How do we measure despair? Ruhm’s preferred measure comes from the Behavior Risk Factor Surveillance System, a large, federally administered survey of Americans’ mental health. Specifically, the explanatory variable is the number of days Americans report poor mental health over the past month. They have become more likely to do so over the past three decades: the average number of past-month poor mental health days grew 53% between 1993 and 2019.

The paper then investigates the state-level associations between mental health and mortality, controlling for a variety of other factors. It finds relatively small effects overall. A one standard-deviation increase in poor mental health yields a 1% to 1.3% increase in mortality rates, an effect that becomes smaller with the addition of statistical controls.

Poor mental health effects some causes of death more than others, though. Investigating the traditional “deaths of despair,” Ruhm finds that a one standard deviation increase in poor mental health increases drug deaths by about 2.5% and alcohol deaths by 3.4%; suicide deaths, surprisingly, increase by only about 0.6%. But Ruhm also finds large predicted increases in other causes: heart disease, lower respiratory disease, and homicides.

What about the particular group that Case and Deaton focused on—working-age whites? The rise in deaths among this population has been identified as, among other things, a cause of President Donald Trump’s electoral success.

Again, though, the picture is more complicated. Ruhm estimates that worsening mental health explains between 16% and 29% of working-age whites’ increasing mortality. That falls to between 9% and 15% for working-age whites who never attended college—the group whom Case and Deaton identified as most at risk of a “death of despair.”

Similarly, the causes most affected by worsening mental health are not just those in the traditional “DoD” formulation. Worsening mental health acting through drug overdose, suicide, or alcohol deaths account for between 2% and 6% of mortality changes among whites, almost all through drugs. Other causes are also contributors.

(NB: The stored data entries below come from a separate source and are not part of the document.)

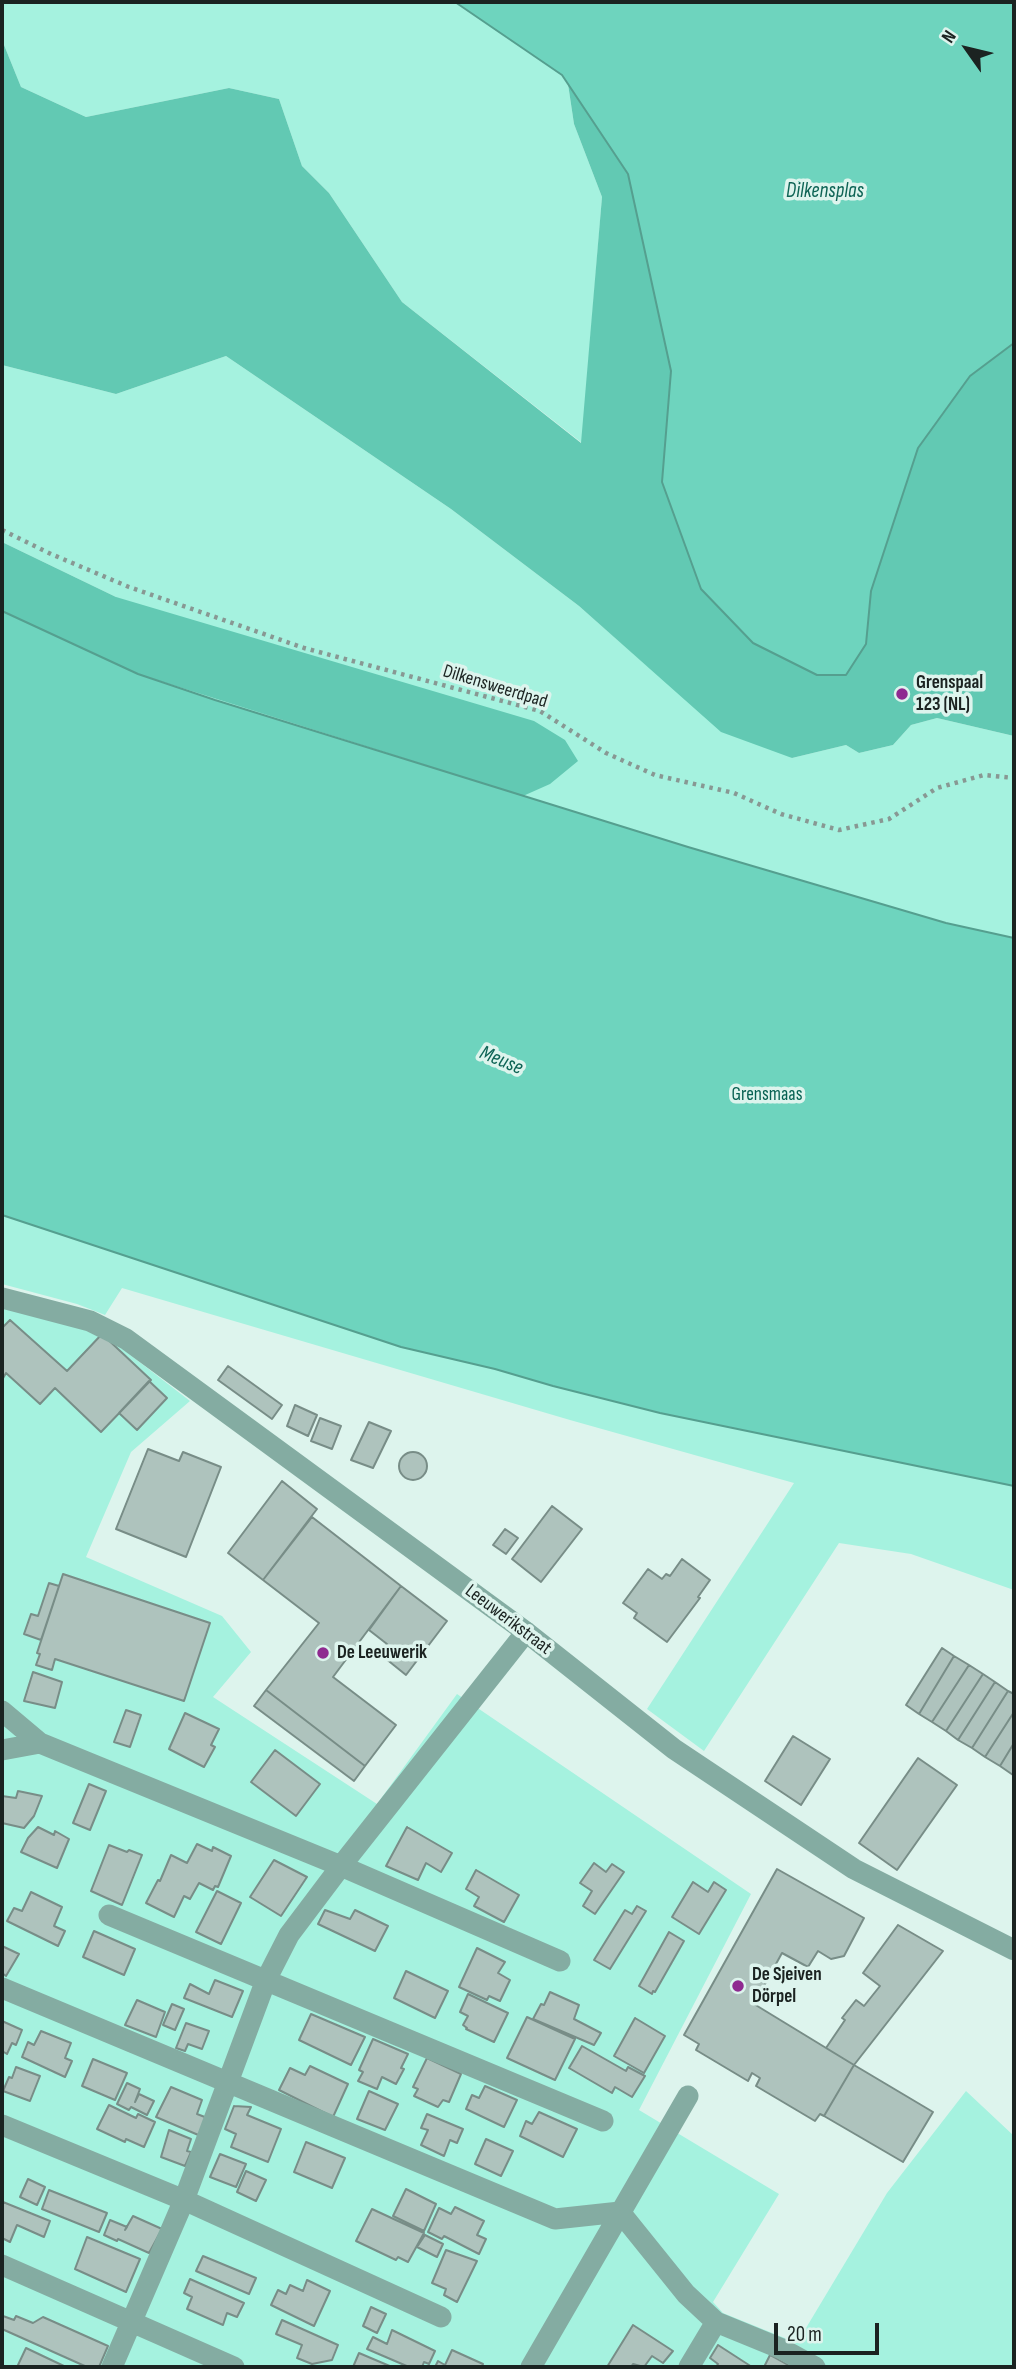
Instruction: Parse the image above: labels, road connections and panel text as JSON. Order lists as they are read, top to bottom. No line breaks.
{"streets":{"street":["Leeuwerikstraat"],"path":["Dilkensweerdpad"]},"water":["Dilkensplas","Meuse"],"parks":["Grensmaas"],"places":["Grenspaal 123 (NL)","De Leeuwerik","De Sjeiven Dörpel"],"scale_bar":"20 m","north":"top left"}
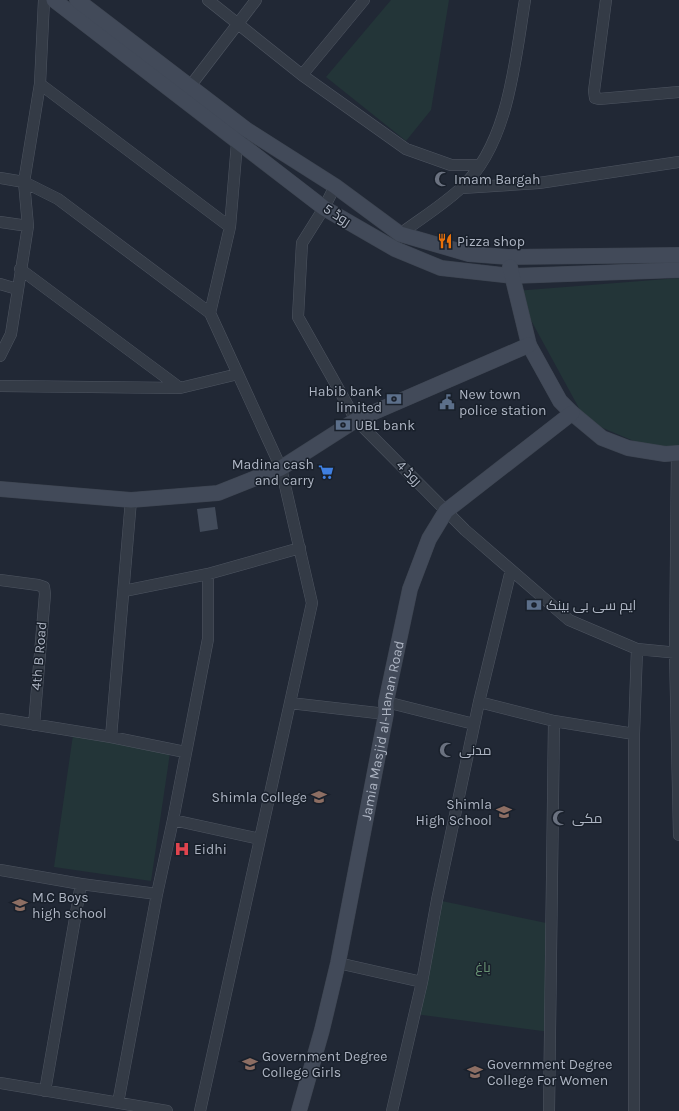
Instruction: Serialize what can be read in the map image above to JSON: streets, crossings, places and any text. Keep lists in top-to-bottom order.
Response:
{
  "streets": {
    "main road": ["روڈ 5", "Jamia Masjid al-Hanan Road"],
    "street": ["روڈ 4", "4th B Road"]
  },
  "crossings": [
    ["روڈ 5", "روڈ 4"],
    ["روڈ 4", "Jamia Masjid al-Hanan Road"]
  ],
  "parks": ["باغ"],
  "places": {
    "mosque": ["Imam Bargah", "مدنی", "مکی"],
    "restaurant": ["Pizza shop"],
    "bank": ["Habib bank limited", "UBL bank", "ایم سی بی بینک"],
    "public building": ["New town police station"],
    "supermarket": ["Madina cash and carry"],
    "school or university": [
      "Shimla College",
      "Shimla High School",
      "M.C Boys high school",
      "Government Degree College Girls",
      "Government Degree College For Women"
    ],
    "hospital": ["Eidhi"]
  }
}
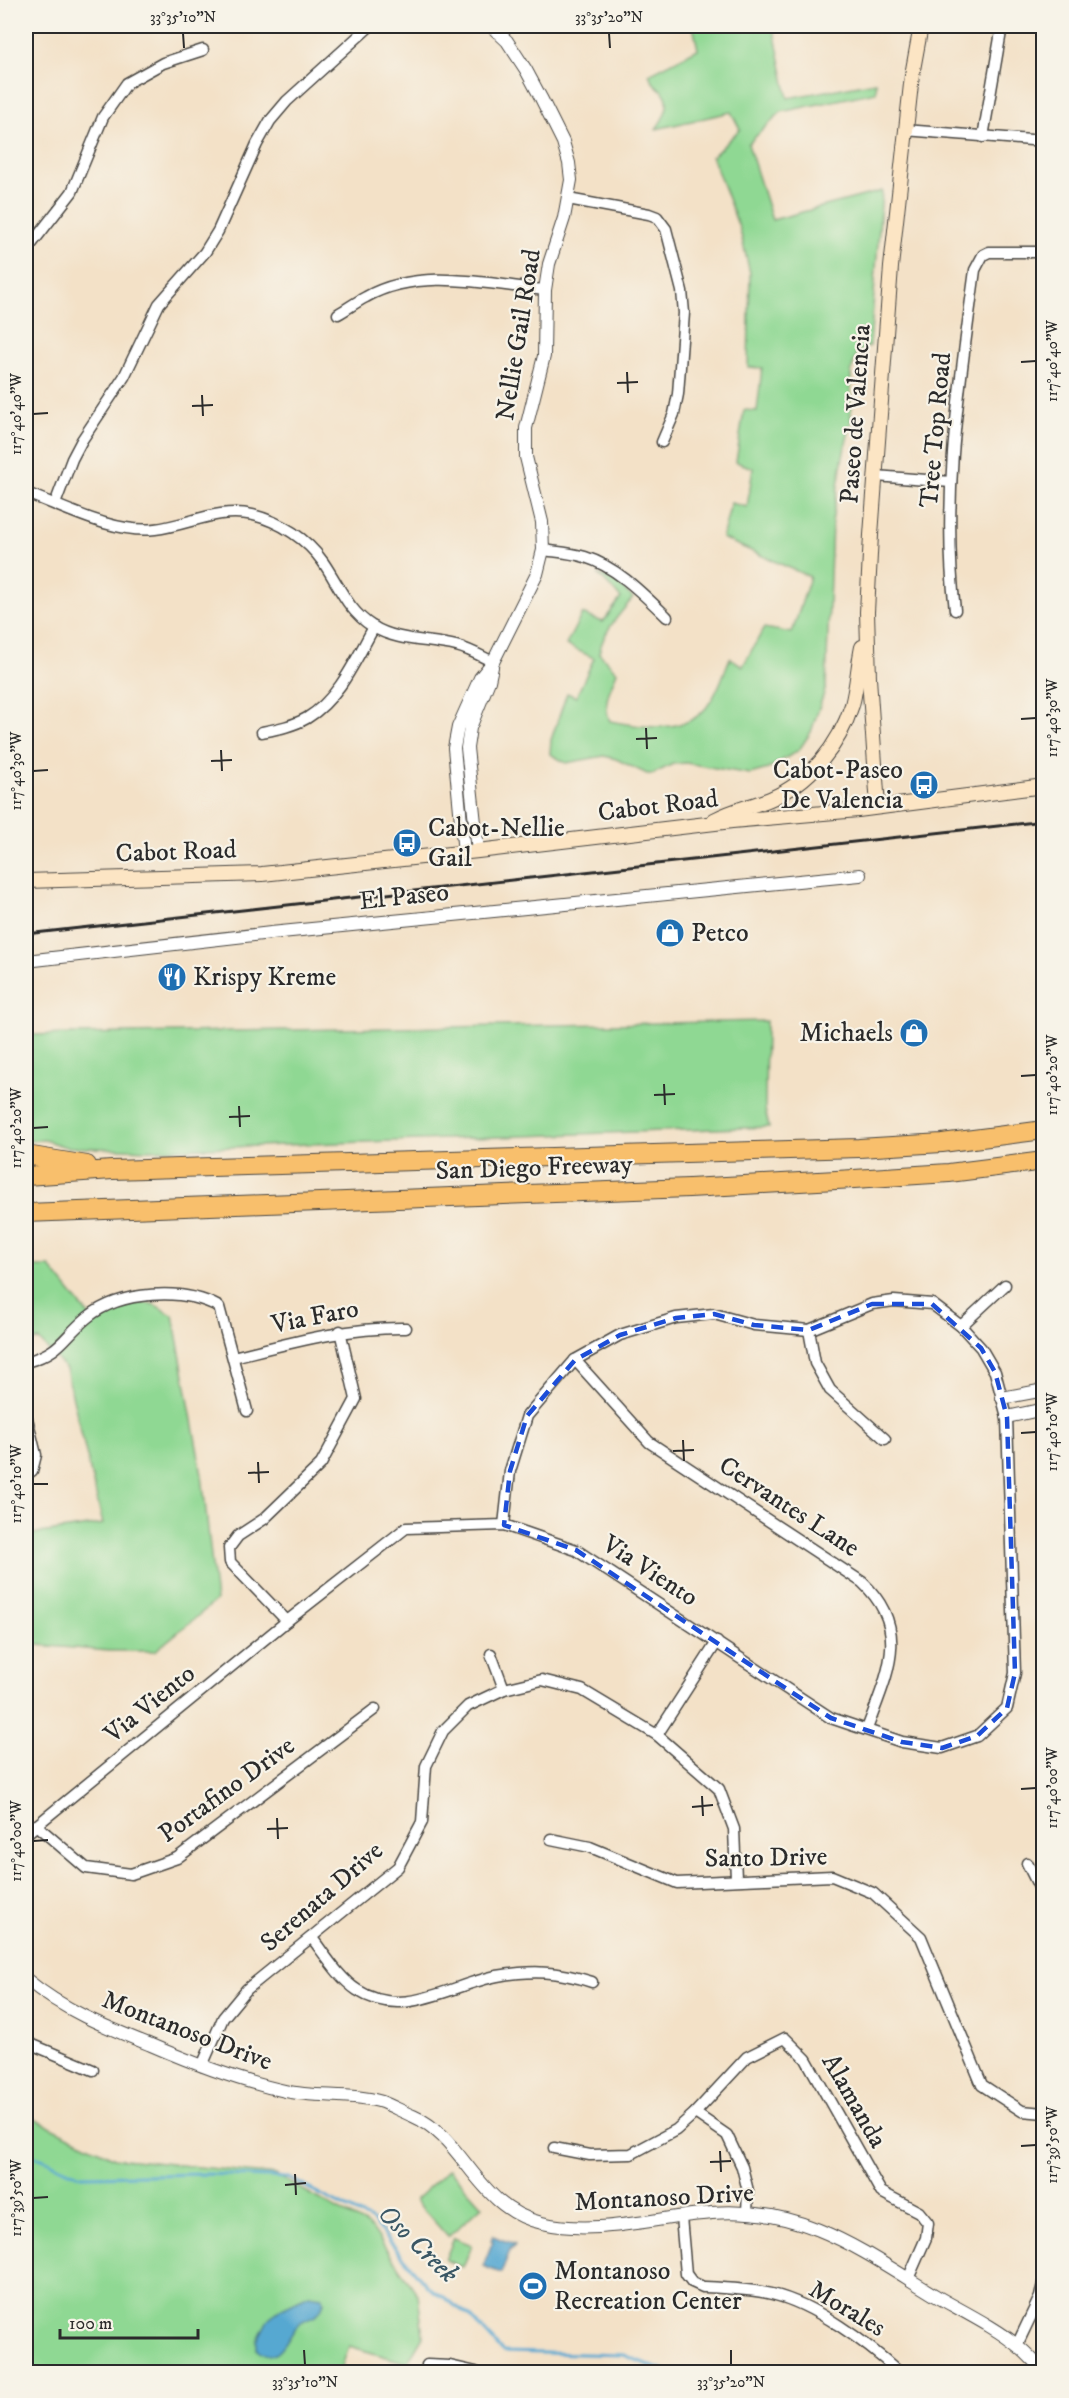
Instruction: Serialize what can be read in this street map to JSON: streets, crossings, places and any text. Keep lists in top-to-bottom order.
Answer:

What all this implies is that the causes of declining white mortality are more complicated than the “deaths of despair” narrative would imply. Yes, working-age white Americans are more prone to despair. But that rising despair does not explain the lion’s share of the increase in mortality. And to the extent that it does, it acts through a variety of causes—not just alcohol addiction, drug overdose, and suicide.

That suggests in trying to diagnose declining life expectancy, we should look elsewhere, such as at the causes of stalled progress on heart disease and the dramatic changes in the drug supply. Just as importantly, we should not be so quick to infer that phenomena like rising suicide or drug overdose are the results of rising despair, as opposed to some other factors, such as increased access to addictive drugs or methods of suicide.

Such nuance, of course, is often beyond the reach of politics. But readers should beware of anyone who reaches for “deaths of despair” as a convenient political cudgel. The reality, as we now know, is far more complicated.